Data entries
[Start of section]

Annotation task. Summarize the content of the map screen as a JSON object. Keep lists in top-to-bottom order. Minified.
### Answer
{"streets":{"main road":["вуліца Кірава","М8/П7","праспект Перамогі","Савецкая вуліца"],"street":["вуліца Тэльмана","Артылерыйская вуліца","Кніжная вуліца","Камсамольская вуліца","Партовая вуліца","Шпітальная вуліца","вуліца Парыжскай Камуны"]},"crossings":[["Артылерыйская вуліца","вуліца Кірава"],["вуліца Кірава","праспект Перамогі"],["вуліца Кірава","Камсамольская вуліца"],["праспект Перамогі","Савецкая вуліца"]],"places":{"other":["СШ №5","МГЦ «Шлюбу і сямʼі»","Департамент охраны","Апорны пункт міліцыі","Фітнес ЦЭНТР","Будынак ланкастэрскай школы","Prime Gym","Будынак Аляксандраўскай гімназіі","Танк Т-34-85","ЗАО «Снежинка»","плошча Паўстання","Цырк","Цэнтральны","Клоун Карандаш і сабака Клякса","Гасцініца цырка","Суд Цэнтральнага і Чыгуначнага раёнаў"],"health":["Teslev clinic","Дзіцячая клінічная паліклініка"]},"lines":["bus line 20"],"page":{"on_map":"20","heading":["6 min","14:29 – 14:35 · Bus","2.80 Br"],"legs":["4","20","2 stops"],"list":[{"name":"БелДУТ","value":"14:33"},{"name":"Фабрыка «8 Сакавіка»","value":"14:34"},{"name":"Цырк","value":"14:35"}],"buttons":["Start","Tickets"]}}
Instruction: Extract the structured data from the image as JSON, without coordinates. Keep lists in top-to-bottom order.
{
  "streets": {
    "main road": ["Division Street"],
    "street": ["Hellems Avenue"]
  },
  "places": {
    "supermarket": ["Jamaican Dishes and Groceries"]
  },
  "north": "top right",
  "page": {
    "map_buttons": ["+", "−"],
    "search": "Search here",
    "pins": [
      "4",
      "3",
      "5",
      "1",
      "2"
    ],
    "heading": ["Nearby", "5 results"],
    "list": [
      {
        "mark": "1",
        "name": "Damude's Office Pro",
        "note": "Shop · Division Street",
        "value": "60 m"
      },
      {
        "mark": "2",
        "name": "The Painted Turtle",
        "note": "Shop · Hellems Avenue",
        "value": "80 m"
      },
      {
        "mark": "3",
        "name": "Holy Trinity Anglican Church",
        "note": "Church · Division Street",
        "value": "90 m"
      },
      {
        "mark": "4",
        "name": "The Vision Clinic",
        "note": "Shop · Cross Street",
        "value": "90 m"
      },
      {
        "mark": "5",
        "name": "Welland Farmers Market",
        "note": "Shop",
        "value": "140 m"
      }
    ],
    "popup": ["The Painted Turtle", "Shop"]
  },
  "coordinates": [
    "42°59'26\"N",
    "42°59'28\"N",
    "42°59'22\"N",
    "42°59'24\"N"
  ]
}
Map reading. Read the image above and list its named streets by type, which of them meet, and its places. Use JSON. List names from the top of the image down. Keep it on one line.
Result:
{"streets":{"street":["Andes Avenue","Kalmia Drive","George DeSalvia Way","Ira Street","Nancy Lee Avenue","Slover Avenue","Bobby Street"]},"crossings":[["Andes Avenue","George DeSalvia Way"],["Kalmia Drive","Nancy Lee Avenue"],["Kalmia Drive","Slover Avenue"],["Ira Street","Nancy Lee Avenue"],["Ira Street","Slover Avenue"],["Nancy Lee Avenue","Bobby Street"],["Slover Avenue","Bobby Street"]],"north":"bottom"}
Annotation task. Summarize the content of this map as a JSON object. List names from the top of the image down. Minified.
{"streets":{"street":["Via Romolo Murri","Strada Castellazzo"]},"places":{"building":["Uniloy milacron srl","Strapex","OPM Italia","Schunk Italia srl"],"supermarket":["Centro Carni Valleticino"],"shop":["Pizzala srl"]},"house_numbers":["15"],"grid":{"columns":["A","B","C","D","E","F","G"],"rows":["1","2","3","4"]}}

[End of section]

[TASK BRIEF] Up to and including the last line of the data, copy each line exactly, starting with the line that contains "Annotation task. Summarize the content of this".

[REPLY TO THE TASK]
Annotation task. Summarize the content of this map as a JSON object. List names from the top of the image down. Minified.
{"streets":{"street":["Via Romolo Murri","Strada Castellazzo"]},"places":{"building":["Uniloy milacron srl","Strapex","OPM Italia","Schunk Italia srl"],"supermarket":["Centro Carni Valleticino"],"shop":["Pizzala srl"]},"house_numbers":["15"],"grid":{"columns":["A","B","C","D","E","F","G"],"rows":["1","2","3","4"]}}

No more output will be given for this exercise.